The East Village of the 70s and 80s was a time of tearaway artistic experimentation. An underground counterculture took hold, with creative expression deep at the heart of a fabled post-punk club in the basement of a Polish Church.
Club 57 started humbly as a no-budget venue that evolved into a vital nucleus of social activity and creativity. It was a scene changing convergence of film, fashion, video, performance, art, exhibition, and the creative creatures who gathered there.

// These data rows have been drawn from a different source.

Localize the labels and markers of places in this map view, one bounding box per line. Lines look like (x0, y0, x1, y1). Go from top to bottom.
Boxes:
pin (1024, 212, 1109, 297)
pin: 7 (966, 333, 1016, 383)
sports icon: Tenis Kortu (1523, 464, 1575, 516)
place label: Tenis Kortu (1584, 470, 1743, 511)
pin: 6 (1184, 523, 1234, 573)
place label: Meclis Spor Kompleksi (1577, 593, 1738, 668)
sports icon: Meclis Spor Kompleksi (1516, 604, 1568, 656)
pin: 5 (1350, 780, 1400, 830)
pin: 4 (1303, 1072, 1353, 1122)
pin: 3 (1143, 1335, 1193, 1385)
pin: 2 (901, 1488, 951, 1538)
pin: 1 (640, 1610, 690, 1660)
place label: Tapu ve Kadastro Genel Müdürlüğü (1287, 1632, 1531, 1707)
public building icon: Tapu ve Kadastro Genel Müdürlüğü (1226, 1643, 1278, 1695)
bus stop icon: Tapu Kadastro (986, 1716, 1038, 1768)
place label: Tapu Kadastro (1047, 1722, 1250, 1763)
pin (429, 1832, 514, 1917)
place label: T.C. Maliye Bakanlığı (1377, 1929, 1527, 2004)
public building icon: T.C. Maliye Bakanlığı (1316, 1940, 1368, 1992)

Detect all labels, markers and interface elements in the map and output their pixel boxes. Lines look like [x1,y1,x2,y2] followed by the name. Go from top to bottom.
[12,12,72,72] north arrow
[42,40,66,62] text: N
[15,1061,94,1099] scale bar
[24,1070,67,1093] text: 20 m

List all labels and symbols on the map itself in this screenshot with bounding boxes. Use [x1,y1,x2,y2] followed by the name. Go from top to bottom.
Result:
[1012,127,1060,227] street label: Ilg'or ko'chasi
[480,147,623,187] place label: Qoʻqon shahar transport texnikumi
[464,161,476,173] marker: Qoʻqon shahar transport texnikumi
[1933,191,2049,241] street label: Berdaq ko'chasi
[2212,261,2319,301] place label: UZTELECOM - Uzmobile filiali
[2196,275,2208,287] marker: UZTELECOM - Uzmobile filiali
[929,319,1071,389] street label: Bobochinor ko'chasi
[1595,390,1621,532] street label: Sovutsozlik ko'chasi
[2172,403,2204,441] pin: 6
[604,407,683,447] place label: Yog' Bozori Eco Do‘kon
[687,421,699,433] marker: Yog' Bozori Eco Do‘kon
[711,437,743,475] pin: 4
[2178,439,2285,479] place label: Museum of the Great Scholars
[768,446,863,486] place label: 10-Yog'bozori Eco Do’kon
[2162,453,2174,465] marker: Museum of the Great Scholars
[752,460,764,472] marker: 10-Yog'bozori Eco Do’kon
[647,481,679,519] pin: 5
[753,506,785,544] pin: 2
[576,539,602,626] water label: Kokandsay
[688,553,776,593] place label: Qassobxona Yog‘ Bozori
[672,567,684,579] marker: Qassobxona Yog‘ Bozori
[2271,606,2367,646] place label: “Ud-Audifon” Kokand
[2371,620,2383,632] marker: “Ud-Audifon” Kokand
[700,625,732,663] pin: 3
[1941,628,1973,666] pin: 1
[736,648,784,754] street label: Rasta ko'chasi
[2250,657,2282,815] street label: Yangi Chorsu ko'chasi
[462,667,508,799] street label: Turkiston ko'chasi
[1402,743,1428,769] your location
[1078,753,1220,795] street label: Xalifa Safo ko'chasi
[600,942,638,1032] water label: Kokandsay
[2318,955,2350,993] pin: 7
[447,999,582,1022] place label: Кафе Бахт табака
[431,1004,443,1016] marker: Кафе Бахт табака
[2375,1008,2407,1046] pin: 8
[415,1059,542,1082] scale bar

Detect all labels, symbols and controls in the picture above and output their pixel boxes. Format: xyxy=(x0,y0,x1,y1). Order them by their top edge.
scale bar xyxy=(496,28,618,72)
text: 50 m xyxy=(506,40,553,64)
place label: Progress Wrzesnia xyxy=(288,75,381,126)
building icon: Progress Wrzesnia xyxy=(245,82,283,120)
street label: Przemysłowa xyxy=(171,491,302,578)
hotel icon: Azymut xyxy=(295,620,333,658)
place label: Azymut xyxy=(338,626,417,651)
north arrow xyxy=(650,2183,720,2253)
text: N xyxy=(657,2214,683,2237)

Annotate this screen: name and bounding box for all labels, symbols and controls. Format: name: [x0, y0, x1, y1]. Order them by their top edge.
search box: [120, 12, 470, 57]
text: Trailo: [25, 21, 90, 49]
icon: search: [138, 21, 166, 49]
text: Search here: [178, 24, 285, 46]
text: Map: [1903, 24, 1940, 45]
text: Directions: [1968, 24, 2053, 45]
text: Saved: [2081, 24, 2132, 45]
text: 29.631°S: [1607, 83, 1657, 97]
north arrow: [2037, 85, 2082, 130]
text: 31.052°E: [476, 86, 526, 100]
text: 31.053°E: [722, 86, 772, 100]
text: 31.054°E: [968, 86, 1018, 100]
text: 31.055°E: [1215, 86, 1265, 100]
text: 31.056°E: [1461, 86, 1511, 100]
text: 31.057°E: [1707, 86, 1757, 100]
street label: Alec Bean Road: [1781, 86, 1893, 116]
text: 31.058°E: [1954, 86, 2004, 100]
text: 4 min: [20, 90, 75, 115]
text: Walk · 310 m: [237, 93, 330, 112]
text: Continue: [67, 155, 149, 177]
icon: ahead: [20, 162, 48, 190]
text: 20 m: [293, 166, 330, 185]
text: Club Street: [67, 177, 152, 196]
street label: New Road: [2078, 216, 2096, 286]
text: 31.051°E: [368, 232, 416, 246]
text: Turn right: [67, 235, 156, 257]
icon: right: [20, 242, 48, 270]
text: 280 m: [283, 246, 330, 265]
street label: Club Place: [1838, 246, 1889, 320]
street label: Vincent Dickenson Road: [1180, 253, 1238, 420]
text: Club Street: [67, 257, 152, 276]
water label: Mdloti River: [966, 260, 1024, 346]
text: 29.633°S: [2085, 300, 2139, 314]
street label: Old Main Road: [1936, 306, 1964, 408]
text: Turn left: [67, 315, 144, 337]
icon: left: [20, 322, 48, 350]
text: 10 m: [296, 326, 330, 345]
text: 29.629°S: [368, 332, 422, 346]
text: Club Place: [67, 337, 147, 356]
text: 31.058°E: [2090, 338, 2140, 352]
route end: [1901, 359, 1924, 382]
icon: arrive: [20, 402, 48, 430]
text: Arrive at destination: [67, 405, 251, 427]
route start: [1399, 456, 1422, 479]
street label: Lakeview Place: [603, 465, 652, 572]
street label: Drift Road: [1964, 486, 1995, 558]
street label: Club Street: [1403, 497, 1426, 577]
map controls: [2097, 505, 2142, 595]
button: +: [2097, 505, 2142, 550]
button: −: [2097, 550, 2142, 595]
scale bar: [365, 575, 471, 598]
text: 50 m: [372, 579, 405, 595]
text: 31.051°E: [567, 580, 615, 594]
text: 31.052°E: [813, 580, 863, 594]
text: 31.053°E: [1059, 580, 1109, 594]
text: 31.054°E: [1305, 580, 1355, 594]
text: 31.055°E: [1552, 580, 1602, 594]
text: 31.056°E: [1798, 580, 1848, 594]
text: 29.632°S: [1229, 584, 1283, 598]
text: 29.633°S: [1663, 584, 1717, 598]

“The Club 57 kids, mostly art school misfits with no connection to the uptown art world, entertained each other with extremely uninhibited self-expressions…always with an underlying current of satire and even doom.” – artist Kenny Scharf

The Club 57: Film, Performance, and Art in the East Village, 1978–1983 exhibition at the Museum of Modern Art taps into the legacy of Club 57’s founding curatorial staff—film programmers Susan Hannaford and Tom Scully, exhibition organizer Keith Haring, and performance curator Ann Magnuson—it examines the seen-changing method of exhibiting within a club environment in New York in the 1970s and 1980s.
In response to the broad range of media shown at Club 57, the exhibition will present relics across a range of disciplines—from film, video, performance, and theater to photography, painting, drawing, printmaking, collage, zines, fashion design, and curating. Building on extensive research and oral history, the exhibition features many works that have not been exhibited publicly since the 80s.
Club 57: Film, Performance, and Art in the East Village, 1978–1983 is on at MoMA in New York from October 31, 2017–April 01, 2018 in the Roy and Niuta Titus Galleries.
Organized by Ron Magliozzi, Curator, and Sophie Cavoulacos, Assistant Curator, Department of Film, with guest curator Ann Magnuson.
The exhibition is supported by the Annual Film Fund.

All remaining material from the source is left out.